El equipo, encabezado por el reconocido paleontólogo Paul Sereno, encontró restos excepcionalmente conservados de este gigante del período Cretácico. Lo más impresionante es su cabeza: lucía una cresta ósea de 50 centímetros de altura con forma de cimitarra (una espada curva) y un hocico alargado lleno de dientes diseñados para atrapar peces.
¿Un dragón o una garza gigante?
Aunque en las redes sociales ya lo bautizaron como el "dinosaurio dragón", los científicos prefieren un apodo más terrenal pero igual de aterrador: la «garza infernal».
A diferencia de otros parientes que vivían casi siempre en el agua, este Spinosaurus se comportaba como las garzas que vemos en nuestros esteros llaneros; caminaba por aguas poco profundas buscando su presa, pero con una diferencia de tamaño notable:
- Longitud: Entre 12 y 13 metros (largo como un autobús).
- Peso: Unas 7 toneladas.
- Cresta: No era para pelear, sino para "presumir" ante las hembras o asustar a sus rivales, según el estudio publicado en la revista Science.

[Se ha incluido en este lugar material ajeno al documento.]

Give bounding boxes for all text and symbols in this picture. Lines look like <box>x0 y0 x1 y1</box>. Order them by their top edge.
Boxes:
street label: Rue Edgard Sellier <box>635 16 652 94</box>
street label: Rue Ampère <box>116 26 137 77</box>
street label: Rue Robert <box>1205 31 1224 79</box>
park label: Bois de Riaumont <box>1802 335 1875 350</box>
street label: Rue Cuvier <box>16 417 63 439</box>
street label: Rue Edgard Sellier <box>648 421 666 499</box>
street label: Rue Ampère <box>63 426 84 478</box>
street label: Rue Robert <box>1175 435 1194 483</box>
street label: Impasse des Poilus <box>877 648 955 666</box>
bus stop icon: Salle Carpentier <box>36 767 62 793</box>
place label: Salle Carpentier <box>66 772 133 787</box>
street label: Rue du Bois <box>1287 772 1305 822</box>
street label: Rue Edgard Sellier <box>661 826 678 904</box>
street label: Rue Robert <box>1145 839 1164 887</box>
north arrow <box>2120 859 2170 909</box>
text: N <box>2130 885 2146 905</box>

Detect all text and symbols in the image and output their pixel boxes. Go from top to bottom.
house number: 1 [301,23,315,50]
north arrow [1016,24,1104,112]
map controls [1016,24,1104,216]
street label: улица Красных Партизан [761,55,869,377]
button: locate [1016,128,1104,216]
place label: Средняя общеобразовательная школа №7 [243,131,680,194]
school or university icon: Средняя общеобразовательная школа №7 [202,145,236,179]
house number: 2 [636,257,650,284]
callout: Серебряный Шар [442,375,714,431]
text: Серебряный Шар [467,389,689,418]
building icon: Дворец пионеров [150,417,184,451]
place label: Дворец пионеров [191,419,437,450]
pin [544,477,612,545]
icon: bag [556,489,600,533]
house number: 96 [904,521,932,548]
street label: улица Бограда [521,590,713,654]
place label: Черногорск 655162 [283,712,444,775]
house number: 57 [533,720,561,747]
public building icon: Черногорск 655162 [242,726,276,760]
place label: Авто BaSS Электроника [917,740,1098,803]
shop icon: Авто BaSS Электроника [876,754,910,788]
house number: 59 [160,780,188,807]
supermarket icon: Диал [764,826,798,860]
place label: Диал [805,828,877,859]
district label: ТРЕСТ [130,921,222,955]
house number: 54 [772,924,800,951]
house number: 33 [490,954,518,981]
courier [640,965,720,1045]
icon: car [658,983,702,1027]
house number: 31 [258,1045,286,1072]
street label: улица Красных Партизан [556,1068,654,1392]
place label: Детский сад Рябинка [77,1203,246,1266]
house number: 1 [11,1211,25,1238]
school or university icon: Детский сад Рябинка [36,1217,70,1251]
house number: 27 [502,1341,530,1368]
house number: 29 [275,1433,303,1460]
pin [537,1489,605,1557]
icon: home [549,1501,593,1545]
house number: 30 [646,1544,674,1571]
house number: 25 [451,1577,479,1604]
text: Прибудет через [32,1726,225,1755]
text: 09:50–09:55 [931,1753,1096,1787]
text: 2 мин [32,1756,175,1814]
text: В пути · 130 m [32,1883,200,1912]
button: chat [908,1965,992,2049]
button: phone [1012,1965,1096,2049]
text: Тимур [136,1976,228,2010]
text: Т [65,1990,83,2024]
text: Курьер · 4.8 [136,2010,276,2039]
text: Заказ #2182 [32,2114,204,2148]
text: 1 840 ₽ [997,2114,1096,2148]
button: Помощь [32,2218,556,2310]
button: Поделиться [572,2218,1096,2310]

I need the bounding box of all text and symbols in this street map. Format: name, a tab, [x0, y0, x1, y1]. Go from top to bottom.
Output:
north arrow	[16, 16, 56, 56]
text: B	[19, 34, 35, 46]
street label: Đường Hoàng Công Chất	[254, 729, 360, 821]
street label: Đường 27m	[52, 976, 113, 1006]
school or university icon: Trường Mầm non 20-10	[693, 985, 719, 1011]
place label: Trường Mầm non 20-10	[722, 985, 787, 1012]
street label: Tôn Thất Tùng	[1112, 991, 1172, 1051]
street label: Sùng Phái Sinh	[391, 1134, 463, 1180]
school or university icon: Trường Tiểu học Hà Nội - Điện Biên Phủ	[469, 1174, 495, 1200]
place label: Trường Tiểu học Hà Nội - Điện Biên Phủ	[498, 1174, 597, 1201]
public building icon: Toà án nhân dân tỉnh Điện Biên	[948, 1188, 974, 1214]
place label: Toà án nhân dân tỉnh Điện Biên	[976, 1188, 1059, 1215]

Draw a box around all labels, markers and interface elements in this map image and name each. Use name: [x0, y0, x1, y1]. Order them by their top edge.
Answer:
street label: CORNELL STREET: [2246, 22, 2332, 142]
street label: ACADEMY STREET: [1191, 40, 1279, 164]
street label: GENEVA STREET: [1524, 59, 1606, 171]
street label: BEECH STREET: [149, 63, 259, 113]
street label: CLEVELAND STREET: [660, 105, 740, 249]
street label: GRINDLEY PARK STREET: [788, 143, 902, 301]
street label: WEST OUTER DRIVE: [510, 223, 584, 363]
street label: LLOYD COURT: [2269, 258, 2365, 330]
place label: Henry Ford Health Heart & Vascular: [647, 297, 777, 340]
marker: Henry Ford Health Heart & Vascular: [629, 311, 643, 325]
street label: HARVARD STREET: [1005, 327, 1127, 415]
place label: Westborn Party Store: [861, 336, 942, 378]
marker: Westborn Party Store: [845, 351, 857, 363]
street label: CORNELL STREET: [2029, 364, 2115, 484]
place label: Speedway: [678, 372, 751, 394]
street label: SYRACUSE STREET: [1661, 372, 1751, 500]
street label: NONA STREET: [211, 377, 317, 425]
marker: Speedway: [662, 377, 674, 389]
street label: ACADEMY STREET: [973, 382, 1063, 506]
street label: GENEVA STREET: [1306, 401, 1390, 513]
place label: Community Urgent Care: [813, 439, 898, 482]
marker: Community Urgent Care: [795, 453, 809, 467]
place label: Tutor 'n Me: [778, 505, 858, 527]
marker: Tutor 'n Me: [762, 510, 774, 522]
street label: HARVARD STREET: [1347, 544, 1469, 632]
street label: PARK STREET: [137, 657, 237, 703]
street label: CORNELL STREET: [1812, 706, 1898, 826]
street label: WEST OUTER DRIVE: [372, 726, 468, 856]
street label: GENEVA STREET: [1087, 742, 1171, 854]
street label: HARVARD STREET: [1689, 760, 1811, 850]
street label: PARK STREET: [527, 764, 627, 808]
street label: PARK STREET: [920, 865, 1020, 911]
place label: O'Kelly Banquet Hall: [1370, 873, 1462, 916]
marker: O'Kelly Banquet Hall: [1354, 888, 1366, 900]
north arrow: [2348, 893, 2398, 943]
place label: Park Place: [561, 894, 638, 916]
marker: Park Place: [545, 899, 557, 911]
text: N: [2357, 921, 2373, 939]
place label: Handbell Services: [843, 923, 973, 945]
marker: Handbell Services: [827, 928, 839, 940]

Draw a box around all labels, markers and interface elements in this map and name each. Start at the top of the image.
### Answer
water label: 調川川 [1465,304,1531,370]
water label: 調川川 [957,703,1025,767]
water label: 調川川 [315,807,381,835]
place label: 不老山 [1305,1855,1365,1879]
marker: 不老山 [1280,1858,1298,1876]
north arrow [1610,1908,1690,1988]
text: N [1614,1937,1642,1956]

Cuando el Sahara era un paraíso verde
Este descubrimiento nos recuerda que el mundo da muchas vueltas. Hace 95 millones de años, el lugar de donde hoy viene el polvo que llega al Orituco era una región húmeda, llena de ríos caudalosos y vegetación exuberante. El Spinosaurus mirabilis era el rey de esos ecosistemas fluviales antes de que el clima transformara todo en arena.
Las expediciones en esta zona remota del Sahara central comenzaron en 2022, explorando terrenos que geólogos franceses habían marcado hace décadas pero que nadie se había atrevido a excavar hasta ahora.